-- TASK REQUIREMENTS --
Exclude the pictures and reproduce the remaining data exactly as written.

[Stored data entries]
____________

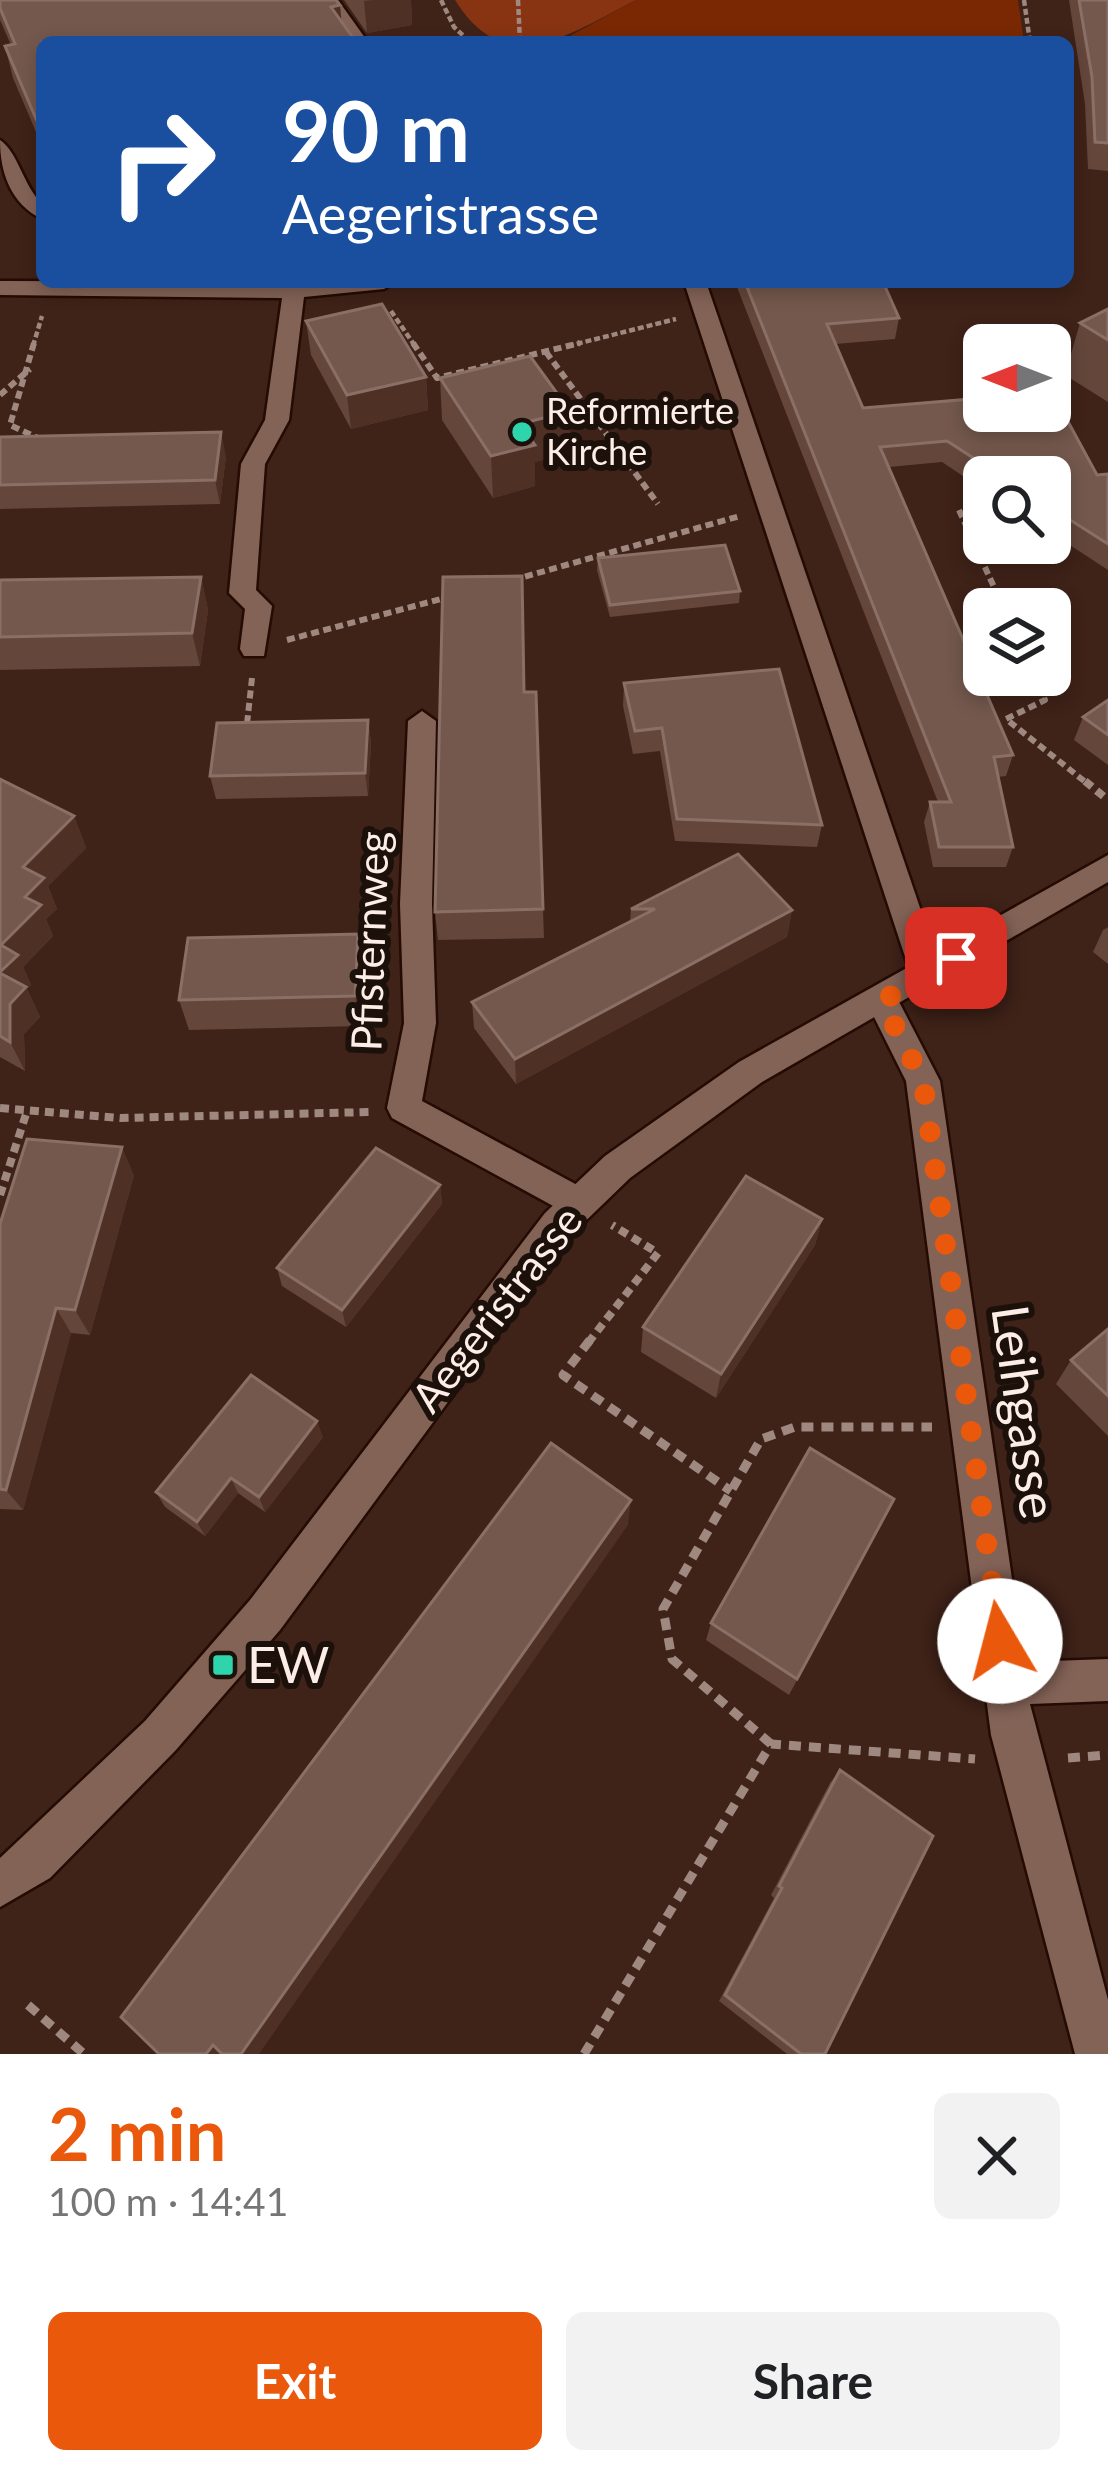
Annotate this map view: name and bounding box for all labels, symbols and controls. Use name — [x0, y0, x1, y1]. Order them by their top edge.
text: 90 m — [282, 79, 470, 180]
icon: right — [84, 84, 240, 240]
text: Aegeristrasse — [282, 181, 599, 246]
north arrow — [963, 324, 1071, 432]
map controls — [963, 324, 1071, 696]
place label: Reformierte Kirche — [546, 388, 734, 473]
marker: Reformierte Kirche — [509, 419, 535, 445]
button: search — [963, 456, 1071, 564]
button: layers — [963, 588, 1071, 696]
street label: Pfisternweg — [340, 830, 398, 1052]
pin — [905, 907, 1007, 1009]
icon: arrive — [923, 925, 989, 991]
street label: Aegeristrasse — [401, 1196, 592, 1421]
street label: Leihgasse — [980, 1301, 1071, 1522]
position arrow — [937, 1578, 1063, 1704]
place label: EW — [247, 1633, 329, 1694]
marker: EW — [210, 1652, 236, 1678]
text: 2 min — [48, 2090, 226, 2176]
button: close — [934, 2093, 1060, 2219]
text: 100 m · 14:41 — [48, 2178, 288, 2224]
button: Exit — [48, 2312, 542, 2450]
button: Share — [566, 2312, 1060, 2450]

____________

-- FINISHED TASK --
Annotate this map view: name and bounding box for all labels, symbols and controls. Use name — [x0, y0, x1, y1]. Order them by their top edge.
text: 90 m — [282, 79, 470, 180]
icon: right — [84, 84, 240, 240]
text: Aegeristrasse — [282, 181, 599, 246]
north arrow — [963, 324, 1071, 432]
map controls — [963, 324, 1071, 696]
place label: Reformierte Kirche — [546, 388, 734, 473]
marker: Reformierte Kirche — [509, 419, 535, 445]
button: search — [963, 456, 1071, 564]
button: layers — [963, 588, 1071, 696]
street label: Pfisternweg — [340, 830, 398, 1052]
pin — [905, 907, 1007, 1009]
icon: arrive — [923, 925, 989, 991]
street label: Aegeristrasse — [401, 1196, 592, 1421]
street label: Leihgasse — [980, 1301, 1071, 1522]
position arrow — [937, 1578, 1063, 1704]
place label: EW — [247, 1633, 329, 1694]
marker: EW — [210, 1652, 236, 1678]
text: 2 min — [48, 2090, 226, 2176]
button: close — [934, 2093, 1060, 2219]
text: 100 m · 14:41 — [48, 2178, 288, 2224]
button: Exit — [48, 2312, 542, 2450]
button: Share — [566, 2312, 1060, 2450]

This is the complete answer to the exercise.